● What is needed
In the records below, some lines hold the word "stream". Copy each of those lines.
··· Data for review ···
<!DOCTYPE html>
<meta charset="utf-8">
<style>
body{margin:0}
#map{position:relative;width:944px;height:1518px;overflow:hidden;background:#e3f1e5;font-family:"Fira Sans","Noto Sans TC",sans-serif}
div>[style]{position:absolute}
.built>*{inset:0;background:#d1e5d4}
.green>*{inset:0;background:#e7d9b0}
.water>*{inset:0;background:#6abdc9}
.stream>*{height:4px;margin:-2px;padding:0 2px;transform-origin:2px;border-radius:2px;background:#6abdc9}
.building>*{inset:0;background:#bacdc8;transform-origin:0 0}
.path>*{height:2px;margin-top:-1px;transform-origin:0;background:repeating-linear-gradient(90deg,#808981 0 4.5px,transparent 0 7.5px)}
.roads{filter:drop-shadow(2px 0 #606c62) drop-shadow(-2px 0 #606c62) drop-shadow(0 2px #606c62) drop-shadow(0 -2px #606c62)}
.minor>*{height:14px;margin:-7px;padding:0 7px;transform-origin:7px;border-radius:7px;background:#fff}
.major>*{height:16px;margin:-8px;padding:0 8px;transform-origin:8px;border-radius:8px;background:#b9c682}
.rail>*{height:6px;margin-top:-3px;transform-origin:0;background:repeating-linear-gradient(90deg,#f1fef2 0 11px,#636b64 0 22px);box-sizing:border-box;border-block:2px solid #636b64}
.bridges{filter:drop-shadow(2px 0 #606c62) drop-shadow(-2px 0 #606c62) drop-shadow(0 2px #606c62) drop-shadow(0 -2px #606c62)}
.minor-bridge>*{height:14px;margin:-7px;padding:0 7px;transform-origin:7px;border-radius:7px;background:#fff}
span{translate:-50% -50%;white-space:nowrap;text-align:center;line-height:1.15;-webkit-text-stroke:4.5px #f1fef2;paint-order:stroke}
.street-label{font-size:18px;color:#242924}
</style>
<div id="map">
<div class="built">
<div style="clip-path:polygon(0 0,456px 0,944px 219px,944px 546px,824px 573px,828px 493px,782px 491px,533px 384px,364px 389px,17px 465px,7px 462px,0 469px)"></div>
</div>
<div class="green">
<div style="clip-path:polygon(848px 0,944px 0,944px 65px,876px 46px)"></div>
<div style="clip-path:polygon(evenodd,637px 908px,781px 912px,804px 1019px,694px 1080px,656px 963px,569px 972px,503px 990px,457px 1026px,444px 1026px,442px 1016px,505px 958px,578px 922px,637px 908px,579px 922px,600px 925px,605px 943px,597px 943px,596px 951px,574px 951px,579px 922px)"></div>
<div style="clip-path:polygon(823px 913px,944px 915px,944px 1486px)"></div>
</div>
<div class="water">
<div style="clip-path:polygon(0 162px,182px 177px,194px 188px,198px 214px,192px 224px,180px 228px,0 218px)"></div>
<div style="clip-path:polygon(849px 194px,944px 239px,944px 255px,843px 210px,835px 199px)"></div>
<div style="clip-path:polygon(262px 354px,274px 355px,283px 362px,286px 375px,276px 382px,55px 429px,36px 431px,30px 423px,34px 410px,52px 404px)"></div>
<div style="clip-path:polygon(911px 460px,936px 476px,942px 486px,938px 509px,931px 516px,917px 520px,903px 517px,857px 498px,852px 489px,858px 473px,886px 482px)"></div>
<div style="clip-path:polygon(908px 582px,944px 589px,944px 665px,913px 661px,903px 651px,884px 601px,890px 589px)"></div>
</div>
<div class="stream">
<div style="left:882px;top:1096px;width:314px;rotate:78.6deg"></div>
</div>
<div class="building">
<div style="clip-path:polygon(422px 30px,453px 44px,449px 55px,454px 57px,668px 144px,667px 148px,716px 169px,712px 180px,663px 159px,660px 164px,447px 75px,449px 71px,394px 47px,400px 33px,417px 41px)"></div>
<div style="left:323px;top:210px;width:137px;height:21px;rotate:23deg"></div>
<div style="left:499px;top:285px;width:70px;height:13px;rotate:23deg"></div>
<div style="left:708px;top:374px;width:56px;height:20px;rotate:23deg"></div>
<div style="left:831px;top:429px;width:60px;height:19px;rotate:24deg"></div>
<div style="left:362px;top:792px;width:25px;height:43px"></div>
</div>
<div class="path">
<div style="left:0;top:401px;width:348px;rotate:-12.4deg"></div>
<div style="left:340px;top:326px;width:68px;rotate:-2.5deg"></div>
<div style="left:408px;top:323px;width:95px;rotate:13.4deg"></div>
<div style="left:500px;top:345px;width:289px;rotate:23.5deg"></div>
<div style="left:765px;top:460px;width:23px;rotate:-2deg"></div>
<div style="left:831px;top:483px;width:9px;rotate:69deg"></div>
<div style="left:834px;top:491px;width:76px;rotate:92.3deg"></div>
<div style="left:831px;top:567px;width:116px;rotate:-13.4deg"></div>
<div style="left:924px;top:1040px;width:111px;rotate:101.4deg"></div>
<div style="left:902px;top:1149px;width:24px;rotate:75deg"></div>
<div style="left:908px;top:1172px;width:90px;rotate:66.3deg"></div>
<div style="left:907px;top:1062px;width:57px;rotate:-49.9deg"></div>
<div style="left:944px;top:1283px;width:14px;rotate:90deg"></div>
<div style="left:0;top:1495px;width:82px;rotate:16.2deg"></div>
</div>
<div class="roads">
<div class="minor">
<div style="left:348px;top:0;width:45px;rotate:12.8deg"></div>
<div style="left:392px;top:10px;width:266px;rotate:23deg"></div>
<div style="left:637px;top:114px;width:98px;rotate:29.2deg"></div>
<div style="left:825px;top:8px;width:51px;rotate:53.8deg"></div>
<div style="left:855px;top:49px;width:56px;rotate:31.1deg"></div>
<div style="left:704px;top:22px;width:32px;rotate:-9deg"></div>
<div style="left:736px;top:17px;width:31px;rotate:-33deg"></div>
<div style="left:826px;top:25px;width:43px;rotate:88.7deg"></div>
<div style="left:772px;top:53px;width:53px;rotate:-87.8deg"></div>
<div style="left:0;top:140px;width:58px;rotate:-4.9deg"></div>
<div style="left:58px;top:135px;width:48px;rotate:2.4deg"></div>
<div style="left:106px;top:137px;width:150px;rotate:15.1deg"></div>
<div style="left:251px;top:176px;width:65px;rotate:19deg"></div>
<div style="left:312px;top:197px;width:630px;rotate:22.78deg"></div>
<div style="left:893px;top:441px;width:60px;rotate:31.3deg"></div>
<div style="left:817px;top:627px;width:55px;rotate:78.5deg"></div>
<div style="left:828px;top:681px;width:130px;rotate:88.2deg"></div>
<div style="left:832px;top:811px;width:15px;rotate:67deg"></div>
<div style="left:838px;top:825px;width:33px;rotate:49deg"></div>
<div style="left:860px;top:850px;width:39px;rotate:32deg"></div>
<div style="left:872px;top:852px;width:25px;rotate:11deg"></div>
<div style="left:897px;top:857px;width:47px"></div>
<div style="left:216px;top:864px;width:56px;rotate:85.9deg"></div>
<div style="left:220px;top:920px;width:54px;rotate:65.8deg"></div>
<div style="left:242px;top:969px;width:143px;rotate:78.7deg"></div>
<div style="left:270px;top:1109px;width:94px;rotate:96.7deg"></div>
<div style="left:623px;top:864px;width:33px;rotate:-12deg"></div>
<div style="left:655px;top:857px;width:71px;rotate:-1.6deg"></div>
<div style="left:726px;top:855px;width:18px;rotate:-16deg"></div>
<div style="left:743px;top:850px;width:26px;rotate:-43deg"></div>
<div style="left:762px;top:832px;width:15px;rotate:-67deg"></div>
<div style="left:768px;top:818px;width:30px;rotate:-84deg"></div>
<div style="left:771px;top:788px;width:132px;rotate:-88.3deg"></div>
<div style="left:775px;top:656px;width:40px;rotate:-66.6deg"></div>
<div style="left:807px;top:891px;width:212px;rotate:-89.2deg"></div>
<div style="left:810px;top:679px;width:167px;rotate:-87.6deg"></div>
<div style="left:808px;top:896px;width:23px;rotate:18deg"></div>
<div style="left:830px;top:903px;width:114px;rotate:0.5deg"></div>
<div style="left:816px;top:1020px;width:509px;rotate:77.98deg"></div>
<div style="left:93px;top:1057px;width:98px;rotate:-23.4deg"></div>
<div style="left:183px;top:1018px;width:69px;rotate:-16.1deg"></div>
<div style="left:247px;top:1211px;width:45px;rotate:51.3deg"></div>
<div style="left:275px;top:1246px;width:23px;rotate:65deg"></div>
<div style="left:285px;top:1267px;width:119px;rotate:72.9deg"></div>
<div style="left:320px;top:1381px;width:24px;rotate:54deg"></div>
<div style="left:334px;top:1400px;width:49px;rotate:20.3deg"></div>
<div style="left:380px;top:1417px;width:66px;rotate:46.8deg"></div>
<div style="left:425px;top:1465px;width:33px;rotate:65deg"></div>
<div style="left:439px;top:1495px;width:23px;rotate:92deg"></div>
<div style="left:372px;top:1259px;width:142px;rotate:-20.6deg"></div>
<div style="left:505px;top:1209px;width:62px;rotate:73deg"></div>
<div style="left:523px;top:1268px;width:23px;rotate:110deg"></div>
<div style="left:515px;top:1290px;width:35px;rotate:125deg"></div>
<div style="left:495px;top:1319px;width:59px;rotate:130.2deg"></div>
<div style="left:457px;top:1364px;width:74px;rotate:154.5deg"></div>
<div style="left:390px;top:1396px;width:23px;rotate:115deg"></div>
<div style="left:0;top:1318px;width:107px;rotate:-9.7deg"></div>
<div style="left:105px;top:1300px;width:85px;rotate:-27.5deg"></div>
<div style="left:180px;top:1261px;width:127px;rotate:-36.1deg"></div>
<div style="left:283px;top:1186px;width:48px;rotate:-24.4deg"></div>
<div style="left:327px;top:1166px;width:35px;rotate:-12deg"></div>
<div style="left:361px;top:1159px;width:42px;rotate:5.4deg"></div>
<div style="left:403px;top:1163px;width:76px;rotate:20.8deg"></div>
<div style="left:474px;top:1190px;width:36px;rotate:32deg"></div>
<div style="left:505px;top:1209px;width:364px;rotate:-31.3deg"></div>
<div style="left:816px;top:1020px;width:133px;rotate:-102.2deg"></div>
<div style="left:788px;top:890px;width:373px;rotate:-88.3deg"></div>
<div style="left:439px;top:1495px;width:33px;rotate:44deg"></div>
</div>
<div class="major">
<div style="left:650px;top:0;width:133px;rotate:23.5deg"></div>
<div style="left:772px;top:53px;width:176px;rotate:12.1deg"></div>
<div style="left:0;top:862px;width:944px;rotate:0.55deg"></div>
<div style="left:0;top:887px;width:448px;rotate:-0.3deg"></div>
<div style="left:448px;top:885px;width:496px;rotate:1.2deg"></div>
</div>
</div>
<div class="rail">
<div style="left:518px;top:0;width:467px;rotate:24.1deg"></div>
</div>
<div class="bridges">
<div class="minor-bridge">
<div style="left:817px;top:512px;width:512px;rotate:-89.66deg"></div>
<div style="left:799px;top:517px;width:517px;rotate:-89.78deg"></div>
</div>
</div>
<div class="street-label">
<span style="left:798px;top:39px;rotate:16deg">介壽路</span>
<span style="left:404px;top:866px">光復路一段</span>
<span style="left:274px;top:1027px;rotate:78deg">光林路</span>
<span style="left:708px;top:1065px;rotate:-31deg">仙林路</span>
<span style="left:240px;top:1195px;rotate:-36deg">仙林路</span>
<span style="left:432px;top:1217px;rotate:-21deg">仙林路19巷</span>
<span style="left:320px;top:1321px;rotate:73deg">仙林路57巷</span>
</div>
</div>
···
● Output of the exercise
.stream>*{height:4px;margin:-2px;padding:0 2px;transform-origin:2px;border-radius:2px;background:#6abdc9}
<div class="stream">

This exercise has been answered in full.